Lieven on Fukuyama
The Two Fukuyamas
Anatol Lieven
Francis Fukuyama, America at the Crossroads: Democracy, Power and the
Neoconservative Legacy (New Haven, CT: Yale University Press, 2006),
226 pp., $25.
Francis Fukuyama, The End of History and the Last Man (New York: Free
Press, 1992, 2006), 432 pp., $15.
Francis Fukuyama, Trust: The Social Virtues and the Creation of
Prosperity (New York: Free Press, 1996), 456 pp., $16.
NEOCONSERVATISM, AT least as a powerful movement bearing that name,
now looks moribund. The mortal blow may well be seen in the future to
have been delivered by the defection of neoconservatism’s last truly
distinguished intellectual, Francis Fukuyama, and the shattering
critique of neoconservatism delivered in his new book, America at the
Crossroads. Fukuyama declares:
“Whatever its complex roots, neoconservatism has now become
inevitably linked to concepts like preemption, regime change,
unilateralism, and benevolent hegemony as put into practice by the
Bush administration. Rather than attempting the feckless task of
reclaiming the meaning of the term, it seems to me better to abandon
the label and articulate an altogether distinct foreign policy
position.”
Until 2002, Fukuyama was closely identified with the neoconservative
movement and in particular the related Project for a New American
Century (PNAC). He was a signatory to several PNAC public statements,
including one from 1998 accusing President Clinton of having
“capitulated” to Saddam Hussein and calling on the United States to
do everything necessary to remove him from power in Iraq. In America
at the Crossroads, Fukuyama suggests regret for that signature but
says that “an American invasion of Iraq was not then in the cards,
however, and would not be until the events of September 11, 2001.”

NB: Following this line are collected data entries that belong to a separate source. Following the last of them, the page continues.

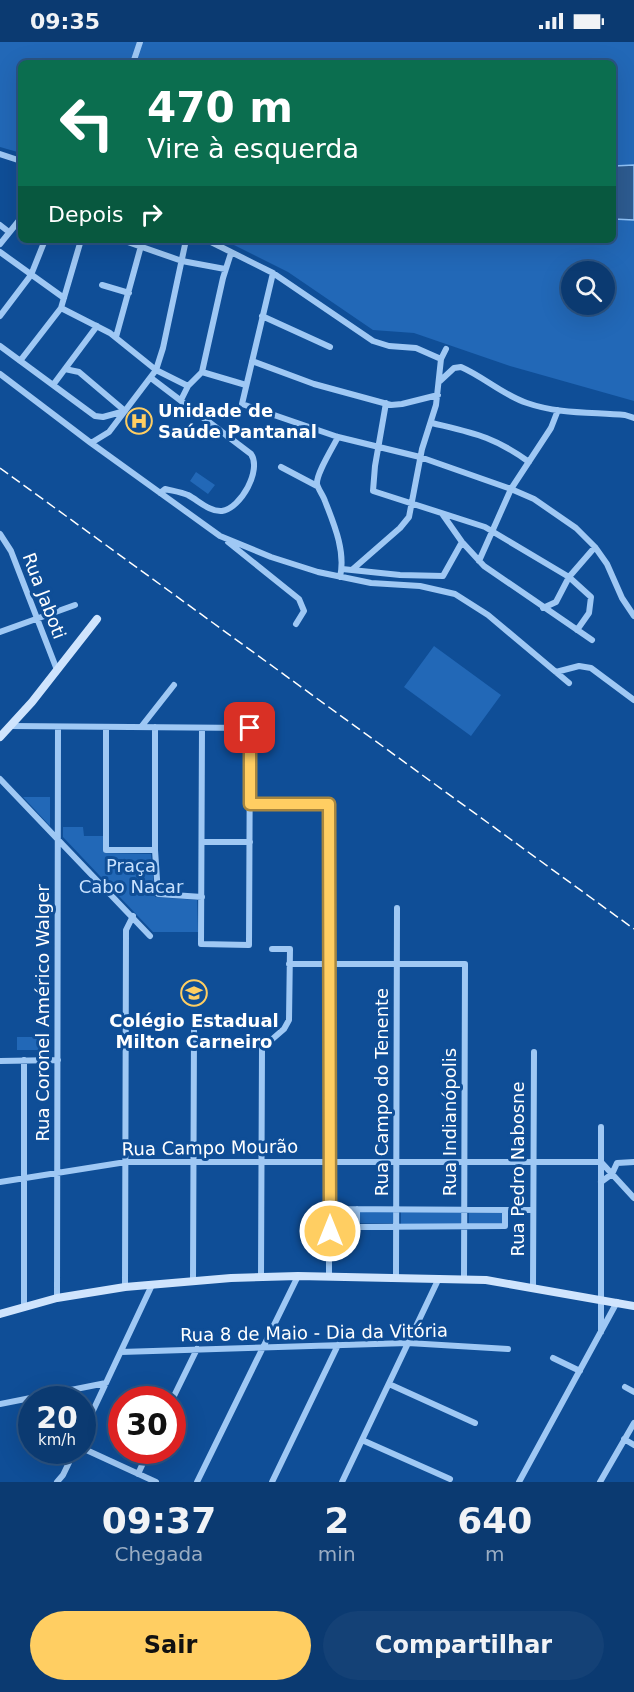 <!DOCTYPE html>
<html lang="pt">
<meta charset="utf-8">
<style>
body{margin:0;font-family:"DejaVu Sans",sans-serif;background:#144176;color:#f1f3f6;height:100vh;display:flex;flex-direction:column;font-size:22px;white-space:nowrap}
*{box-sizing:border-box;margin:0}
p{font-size:20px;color:#9aadc3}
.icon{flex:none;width:33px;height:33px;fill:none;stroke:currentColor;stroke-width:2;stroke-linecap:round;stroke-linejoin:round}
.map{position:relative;height:1440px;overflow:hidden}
.drawer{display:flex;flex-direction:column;background:#0b3a71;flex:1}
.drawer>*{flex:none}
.guide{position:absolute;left:18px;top:18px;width:598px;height:183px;border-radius:9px;box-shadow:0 6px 24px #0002,0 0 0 2px #2b5484;background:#0b6e4f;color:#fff;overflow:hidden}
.buttons{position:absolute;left:561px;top:219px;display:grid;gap:12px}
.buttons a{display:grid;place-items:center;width:54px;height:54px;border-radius:50%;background:#0b3a71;box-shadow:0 6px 24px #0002,0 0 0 2px #2b5484;font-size:30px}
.speed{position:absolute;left:18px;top:1344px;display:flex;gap:12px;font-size:30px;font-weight:700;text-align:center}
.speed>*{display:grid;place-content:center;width:78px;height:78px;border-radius:50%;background:#0b3a71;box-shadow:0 6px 24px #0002,0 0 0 2px #2b5484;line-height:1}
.speed small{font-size:15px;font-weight:400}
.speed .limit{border:9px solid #d22;background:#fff;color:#111}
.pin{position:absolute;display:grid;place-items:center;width:51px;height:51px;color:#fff;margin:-26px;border-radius:12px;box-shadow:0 3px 9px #0006}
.me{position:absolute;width:66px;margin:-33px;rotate:0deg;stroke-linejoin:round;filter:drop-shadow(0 0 4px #0008)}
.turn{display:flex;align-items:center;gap:21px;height:126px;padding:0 30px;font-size:27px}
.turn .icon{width:78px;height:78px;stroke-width:2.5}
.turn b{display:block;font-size:42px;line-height:51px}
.then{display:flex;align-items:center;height:57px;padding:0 30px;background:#0003;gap:12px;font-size:22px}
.eta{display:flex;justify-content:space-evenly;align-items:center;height:102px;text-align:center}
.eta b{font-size:36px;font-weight:600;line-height:42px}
.cta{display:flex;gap:12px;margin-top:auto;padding:12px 30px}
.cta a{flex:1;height:69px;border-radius:36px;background:#ffce62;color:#111;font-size:24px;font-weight:600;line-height:69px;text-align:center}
.cta a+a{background:#144176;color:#f1f3f6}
.status{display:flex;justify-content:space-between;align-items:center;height:42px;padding:0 30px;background:#0b3a71;direction:ltr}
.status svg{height:16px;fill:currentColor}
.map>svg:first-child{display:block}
.green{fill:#2268b7;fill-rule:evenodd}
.water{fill:#2d5b90;stroke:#90c3f8;stroke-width:1.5}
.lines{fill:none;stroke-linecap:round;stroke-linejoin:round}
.street{stroke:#9fc8f4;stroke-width:6}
.secondary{stroke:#cfe4fd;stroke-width:8}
.rail{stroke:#fff;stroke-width:1.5;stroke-dasharray:10 4.5;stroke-linecap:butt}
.route-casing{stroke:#a68640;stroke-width:15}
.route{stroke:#ffce62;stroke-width:10}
.labels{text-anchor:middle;stroke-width:6;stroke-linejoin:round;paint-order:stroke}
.poi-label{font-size:18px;font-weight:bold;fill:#fff;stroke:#0f4e97;text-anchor:start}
.street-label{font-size:18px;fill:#fff;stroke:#0f4e97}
.park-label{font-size:18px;fill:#c7e1fe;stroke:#0f4e97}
</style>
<div class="status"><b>09:35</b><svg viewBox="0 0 49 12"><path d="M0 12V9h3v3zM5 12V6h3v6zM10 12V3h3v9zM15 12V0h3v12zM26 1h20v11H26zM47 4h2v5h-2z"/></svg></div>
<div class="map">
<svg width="634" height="1440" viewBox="0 0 634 1440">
<rect width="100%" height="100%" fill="#0f4e97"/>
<path class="green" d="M0 0H634V359L510 324 414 291 373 288 288 230 224 198H614V21H21V111L0 105ZM572 230H604V262H572Z
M196 430 215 443 208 452 190 439Z
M434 604 501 653 471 694 404 645Z
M23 755H50V784Z
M63 785H83L84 794H104V811L151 812 155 855 197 858 198 890H153L63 795Z
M17 995H39V1008H17Z
M360 1170H394V1181H360Z
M401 1170H461V1182H401Z
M469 1171H503V1182H469Z"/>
<path class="water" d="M634 123V178L614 177V124Z"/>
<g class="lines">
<path class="street" d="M133 21 140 0
M0 112 21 119
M0 183 9 190
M122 198 182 219 225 227
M207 198 273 231 373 299 389 304 416 306 441 317
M0 202 21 176
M0 210 64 256
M273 231 242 362 338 395 420 415 511 447 534 457 576 486 595 505 607 522 622 556 634 574
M102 243 129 251
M61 266 110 291 156 328 188 344
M0 274 31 233 45 198
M262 274 330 305
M116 295 141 204
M0 304 95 374 103 375 125 369
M20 319 61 266 81 198
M252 319 314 342 391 363 402 362 438 353
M65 327 79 330 125 369
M202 330 246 343
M0 332 91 401 220 494 271 515 318 530 371 541 420 544 455 552 488 573 569 641
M151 336 251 412C262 428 241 466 222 469 210 470 199 459 188 453 181 450 173 449 165 447L160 451
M440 339 454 326 461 325C484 335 503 353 527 361 558 372 593 370 625 373L634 376
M53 343 97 284
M181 358 188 344 202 330 223 236 231 211
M386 361 375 424 373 449 485 485 569 535 591 555 589 571 577 588
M432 381C473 391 493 394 529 420
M338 395C333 405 316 432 317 442 318 447 323 453 325 459 334 482 346 510 340 535
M91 401 109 390 156 328 163 306 186 198
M281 425 317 444
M443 473 462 500 484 524 592 598
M0 492 11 509 57 628
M228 500 299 557 304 569 296 582
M479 519 511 447 551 386 558 368
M342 527 400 533 443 534 462 500
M353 527 400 486 409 475 422 407 436 363 441 317 446 307
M543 566 556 560 569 535 595 505
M0 590 75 563
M556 630 579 624 591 626 634 658
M11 684C91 685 170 685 250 686L249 903 201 902 202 686
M106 685V808H155
M141 685 174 643
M155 685V808L158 852 202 855
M0 737 150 894
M250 762H329V1234
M202 800H250
M289 922H465L464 1237
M0 1019 58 1018
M601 1120 634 1156
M0 1140 126 1120H601
M601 1140 612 1132 617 1121 634 1120
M330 1167 533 1168
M357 1167V1185L505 1184V1168
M261 1234 262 1006 284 987 289 978 290 907H272
M396 1235 397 866
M193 1239 194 989
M125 1245 126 888 133 874
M533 1245 534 1010
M57 1256 58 685
M24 1264V1018
M601 1290V1085
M121 1310 408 1301 508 1307
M553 1316 580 1329
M389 1342 475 1381
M625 1345 634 1350
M172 1358 197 1307
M0 1362 106 1341
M82 1392 152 1243
M624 1397 634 1403
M362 1398 450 1437
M82 1406 156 1440
M138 1432 149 1408
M57 1440 63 1433 75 1408
M197 1440 298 1234
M272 1440 338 1303
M342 1440 439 1236
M519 1440 617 1260
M600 1440 634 1381"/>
<path class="secondary" d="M0 695 32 660 97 577
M0 1272 57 1256 125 1245 231 1236 298 1234 486 1238 634 1264"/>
<path class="rail" d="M0 426 634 887"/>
</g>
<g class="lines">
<g class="route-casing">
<path id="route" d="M250 686V762H329L330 1189"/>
</g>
<use href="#route" class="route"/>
</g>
<defs>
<g id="hospital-ring" transform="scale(1.35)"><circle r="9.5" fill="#0f4e97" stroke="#ffce62" stroke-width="1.5"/><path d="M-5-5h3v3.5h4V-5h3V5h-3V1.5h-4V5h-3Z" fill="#ffce62"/></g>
<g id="school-ring" transform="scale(1.35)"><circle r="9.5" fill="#0f4e97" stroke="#ffce62" stroke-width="1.5"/><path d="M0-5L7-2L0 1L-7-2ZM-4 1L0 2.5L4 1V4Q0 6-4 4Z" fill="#ffce62"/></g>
</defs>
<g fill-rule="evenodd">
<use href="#hospital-ring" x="139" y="379"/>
<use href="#school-ring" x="194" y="951"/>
</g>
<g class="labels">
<g class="poi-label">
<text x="158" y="375">Unidade de<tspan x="158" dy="21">Saúde Pantanal</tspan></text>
<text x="194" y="985" text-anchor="middle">Colégio Estadual<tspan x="194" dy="21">Milton Carneiro</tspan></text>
</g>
<g class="street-label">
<text transform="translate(44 554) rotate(69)" y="6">Rua Jaboti</text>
<text transform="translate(43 971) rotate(-90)" y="6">Rua Coronel Américo Walger</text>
<text transform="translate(382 1050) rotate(-90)" y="6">Rua Campo do Tenente</text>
<text transform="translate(450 1080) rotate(-90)" y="6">Rua Indianópolis</text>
<text transform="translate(210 1106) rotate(-1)" y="6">Rua Campo Mourão</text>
<text transform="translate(518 1127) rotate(-90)" y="6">Rua Pedro Nabosne</text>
<text transform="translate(314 1291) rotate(-1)" y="6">Rua 8 de Maio - Dia da Vitória</text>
</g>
<g class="park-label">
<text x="131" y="830">Praça<tspan x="131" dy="21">Cabo Nacar</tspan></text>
</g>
</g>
</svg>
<div class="buttons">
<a><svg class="icon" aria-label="search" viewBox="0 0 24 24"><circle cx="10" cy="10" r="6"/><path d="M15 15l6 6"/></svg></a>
</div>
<div class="speed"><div>20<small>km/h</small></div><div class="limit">30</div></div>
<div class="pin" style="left:250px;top:686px;background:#d93025"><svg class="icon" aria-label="arrive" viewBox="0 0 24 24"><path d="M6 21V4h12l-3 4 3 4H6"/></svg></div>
<svg class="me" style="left:330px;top:1189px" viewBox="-20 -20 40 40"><circle r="17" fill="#ffce62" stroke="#fff" stroke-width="3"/><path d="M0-11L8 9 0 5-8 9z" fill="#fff"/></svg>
<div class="guide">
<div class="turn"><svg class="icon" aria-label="left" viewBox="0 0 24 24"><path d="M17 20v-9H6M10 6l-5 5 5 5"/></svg><div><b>470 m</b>Vire à esquerda</div></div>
<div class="then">Depois<svg class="icon" aria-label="right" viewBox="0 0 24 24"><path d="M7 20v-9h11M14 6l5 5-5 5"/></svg></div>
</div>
</div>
<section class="drawer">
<div class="eta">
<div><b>09:37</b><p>Chegada</p></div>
<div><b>2</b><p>min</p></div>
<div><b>640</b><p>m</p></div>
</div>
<div class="cta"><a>Sair</a><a>Compartilhar</a></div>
</section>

Nonetheless, on September 20, 2001, Fukuyama signed another public
PNAC letter declaring, “even if evidence does not link Iraq directly
to the attack, any strategy aiming at the eradication of terrorism
and its sponsors must include a determined effort to remove Saddam
Hussein from power in Iraq.” This statement also called for the War
on Terror to target Hizballah, and for U.S. “retaliation” against
Iran and Syria if they failed to break off support for that
organization. In other words, this document was an early introduction
to all the key strategic errors later committed by the Bush
Administration in the War on Terror.
In the course of 2002, however, Fukuyama took part in a study on long-
term U.S. strategy in the War on Terror: “It was at this point that I
finally decided the war [with Iraq] didn’t make any sense”, he writes
in America at the Crossroads. He also began to think through his
wider differences with the neoconservative movement. As a result of
this analysis, Fukuyama takes issue in his new book with the now-
widespread excuse of neoconservatives and liberal hawks that the
disasters in Iraq have been the result of unpredictably incompetent
execution by the Bush Administration, rather than of the ideas that
led to war:
“[These] abstract ideas were interpreted in certain characteristic
ways that might better be described as mindsets or worldviews rather
than principled positions. The prudential choices that flowed from
these mindsets were biased in certain consistent directions that made
them, when they proved to be wrong, something more than individual
errors of judgment.”
In the book he also accurately identifies three main areas of biased
judgment with regard to Iraq on the part of the administration and
its supporters: exaggerated threat assessment; indifference to
international public opinion, leading to underestimation of the
damage that the global backlash against the war would do to American
interests; and “wild over-optimism” concerning America’s ability to
pacify, reconstruct and reshape Iraq after the initial conquest. It
was above all these errors of judgment, Fukuyama says, that led to
his break with the neoconservatives.
With regard to that overoptimism, Fukuyama writes, “If there is a
single overarching theme to the domestic social policy critiques
carried out by those who wrote for the Public Interest, it is the
limits of social engineering.” Too many of those who took this line
at home, he says, forgot it utterly when it came to advocating vastly
more radical reshaping in vastly less propitious places than the
slums of the United States.
Even before Fukuyama’s recantation, the neoconservatives as such were
in very serious trouble. Their leading representatives in the Bush
Administration have been removed or marginalized. According to recent
polls, their leading ideas have been rejected by large majorities of
Americans. Intellectually and publicly, they are very much on the
defensive. While extremely welcome, America at the Crossroads is
therefore not quite the radical work it would have been three years
ago and is also of course a great deal less helpful to the United
States than it would have been if it had been published and debated
before, not after, the launch of the Iraq War.